The Forest of Doom
- Cover of the first edition
- Author: Ian Livingstone
- Illustrator: Malcolm Barter
- Cover artist: Puffin: Iain McCaig; Wizard: Martin McKenna;
- Series: Fighting Fantasy Puffin number: 3; Wizard number: 8;
- Genre: Fantasy Location: Allansia, Titan
- Publication date: Puffin: 1983; Dell/Laurel-Leaf: 1984; Wizard: 2003;
- Media type: Print (Paperback)
- ISBN: 0-14-031604-3 (Puffin) ISBN 1-84046-429-1 (Wizard)
- Preceded by: The Citadel of Chaos
- Followed by: Starship Traveller

= The Forest of Doom =

Single-player adventure gamebook written by Ian Livingstone

The Forest of Doom is a single-player adventure gamebook written by Ian Livingstone, and illustrated by Malcolm Barter. Originally published by Puffin Books in 1983, the title is the third gamebook in the Fighting Fantasy series, and the first of several to feature the character Yaztromo. It was later republished by Wizard Books in 2002. The gamebook was also adapted into a video game.

==Plot==
The Forest of Doom is a fantasy adventure scenario in which the hero character travels through a hazardous forest in search of the missing pieces of a magic warhammer needed to assist the dwarves in their war against the trolls.

==Reception==
Marcus L. Rowland reviewed The Forest of Doom for the June 1983 issue of White Dwarf, rating the title a 10 out of a possible 10. Rowland suggested that only "[r]eally stupid players" would try to loot the home of the mage, because they "will not like the consequences", and noted the lethality of the forest area with "some encounters being survivable only by luck or remarkably good combat rolls, while others can be settled without any conflict".

Tony Watson reviewed The Forest of Doom for Different Worlds magazine and stated that "On the whole, I found The Forest of Doom a diverting, if simple, solo adventure. While it certainly won't replace solitaire adventures for the various fantasy role-playing games on the market, the simple system provided in the booklet works very well and raises the Dell line above the rest of these sort of books. The Forest of Doom and the other books in the series might be just the right gift for someone interested in role-playing but a bit hesitant about the rules that usually accompany most role-playing games."

==In other media==
A ZX Spectrum and Commodore 64 video game based on the book was released by Puffin Books in 1984.

The gamebook was also converted into a 40-page d20 System role-playing adventure by Jamie Wallis. It was published by Myriador in 2004 and reissued in pdf format by Greywood Publishing in 2008.

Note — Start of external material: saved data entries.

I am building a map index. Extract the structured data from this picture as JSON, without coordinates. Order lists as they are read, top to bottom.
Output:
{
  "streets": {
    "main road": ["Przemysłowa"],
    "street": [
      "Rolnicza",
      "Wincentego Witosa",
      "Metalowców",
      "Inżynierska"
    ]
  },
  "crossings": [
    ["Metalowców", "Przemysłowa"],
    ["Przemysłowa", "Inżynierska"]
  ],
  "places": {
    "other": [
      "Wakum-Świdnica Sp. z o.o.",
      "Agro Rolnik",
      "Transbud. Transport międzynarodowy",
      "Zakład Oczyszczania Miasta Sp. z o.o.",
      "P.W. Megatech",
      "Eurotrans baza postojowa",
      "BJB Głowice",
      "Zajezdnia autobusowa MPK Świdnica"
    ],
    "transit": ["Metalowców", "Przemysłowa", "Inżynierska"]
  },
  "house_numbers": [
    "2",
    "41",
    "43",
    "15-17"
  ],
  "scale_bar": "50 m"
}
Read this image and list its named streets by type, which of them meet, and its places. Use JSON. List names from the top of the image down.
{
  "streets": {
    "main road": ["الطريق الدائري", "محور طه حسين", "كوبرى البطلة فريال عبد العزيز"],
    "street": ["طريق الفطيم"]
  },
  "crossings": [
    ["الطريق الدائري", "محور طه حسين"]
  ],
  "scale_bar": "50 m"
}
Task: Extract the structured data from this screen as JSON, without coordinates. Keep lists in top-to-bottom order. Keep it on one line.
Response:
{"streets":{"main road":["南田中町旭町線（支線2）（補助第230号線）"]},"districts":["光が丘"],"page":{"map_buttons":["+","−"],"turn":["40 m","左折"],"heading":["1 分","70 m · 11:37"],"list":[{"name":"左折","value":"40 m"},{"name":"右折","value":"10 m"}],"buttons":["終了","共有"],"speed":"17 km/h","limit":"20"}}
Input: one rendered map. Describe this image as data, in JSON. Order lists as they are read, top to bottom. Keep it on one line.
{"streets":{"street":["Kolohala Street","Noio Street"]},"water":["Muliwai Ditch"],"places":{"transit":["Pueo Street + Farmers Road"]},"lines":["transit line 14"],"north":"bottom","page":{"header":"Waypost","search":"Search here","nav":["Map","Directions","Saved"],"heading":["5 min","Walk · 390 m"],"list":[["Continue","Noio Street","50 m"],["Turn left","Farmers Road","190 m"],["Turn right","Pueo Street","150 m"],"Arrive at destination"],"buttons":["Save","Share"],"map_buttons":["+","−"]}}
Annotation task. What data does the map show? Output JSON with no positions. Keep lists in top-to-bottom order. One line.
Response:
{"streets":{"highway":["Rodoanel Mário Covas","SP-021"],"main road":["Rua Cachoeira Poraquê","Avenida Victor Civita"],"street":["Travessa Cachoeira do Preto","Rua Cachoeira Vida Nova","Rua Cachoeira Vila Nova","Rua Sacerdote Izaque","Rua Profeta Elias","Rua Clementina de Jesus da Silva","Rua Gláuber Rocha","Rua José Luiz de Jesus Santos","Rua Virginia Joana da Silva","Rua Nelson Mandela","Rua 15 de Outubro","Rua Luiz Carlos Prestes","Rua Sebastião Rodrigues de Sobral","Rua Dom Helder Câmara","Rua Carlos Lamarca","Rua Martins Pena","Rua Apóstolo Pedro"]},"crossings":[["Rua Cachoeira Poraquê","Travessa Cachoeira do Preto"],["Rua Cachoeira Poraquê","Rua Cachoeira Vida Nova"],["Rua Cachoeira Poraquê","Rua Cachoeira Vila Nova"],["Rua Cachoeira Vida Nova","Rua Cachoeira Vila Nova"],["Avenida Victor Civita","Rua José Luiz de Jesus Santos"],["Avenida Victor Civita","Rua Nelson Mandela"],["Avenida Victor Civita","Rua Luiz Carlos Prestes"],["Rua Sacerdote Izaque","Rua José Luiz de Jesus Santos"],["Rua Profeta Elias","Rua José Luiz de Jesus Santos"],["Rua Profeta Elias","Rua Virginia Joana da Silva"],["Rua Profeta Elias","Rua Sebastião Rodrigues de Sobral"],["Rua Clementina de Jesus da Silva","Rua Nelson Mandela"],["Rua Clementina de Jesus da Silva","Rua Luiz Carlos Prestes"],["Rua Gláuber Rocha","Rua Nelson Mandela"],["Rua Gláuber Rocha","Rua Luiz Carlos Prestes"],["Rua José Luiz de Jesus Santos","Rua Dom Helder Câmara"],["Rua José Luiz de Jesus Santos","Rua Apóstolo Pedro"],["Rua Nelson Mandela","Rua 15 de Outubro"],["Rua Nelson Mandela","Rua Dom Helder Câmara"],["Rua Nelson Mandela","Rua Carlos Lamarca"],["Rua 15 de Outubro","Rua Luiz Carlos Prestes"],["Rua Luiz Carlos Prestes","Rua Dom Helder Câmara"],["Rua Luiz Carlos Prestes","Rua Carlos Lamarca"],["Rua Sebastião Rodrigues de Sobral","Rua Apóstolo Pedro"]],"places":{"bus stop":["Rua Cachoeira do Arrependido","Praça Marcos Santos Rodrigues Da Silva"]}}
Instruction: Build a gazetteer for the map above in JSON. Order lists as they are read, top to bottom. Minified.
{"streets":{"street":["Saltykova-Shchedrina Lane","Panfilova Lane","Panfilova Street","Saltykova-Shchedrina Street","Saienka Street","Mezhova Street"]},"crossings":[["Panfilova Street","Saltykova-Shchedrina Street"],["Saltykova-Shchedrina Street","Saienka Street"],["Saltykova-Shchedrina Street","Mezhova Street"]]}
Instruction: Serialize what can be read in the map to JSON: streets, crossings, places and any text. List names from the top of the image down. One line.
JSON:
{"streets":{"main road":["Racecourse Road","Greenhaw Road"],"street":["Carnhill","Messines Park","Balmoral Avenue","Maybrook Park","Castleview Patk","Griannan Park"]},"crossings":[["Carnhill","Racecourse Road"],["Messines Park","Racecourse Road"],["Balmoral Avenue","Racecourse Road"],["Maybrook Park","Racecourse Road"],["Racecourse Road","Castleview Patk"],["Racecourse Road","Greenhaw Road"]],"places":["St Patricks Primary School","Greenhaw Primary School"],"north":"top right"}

This gamebook has later been released by Tin Man Games.

In 2018, the audio company FoxYason Music Productions, known for their work with Big Finish Productions announced that they would be releasing an original, full-cast audio drama based on The Forest of Doom in a CD boxset with The Citadel of Chaos, Deathtrap Dungeon, and Creature of Havoc for summer 2018. It will be written by David N. Smith, directed by Richard Fox and will feature Rachel Atkins returning to the role of Vale Moonwing from FoxYason Music's first release based on The Warlock of Firetop Mountain, sub-titled The Hero's Quest.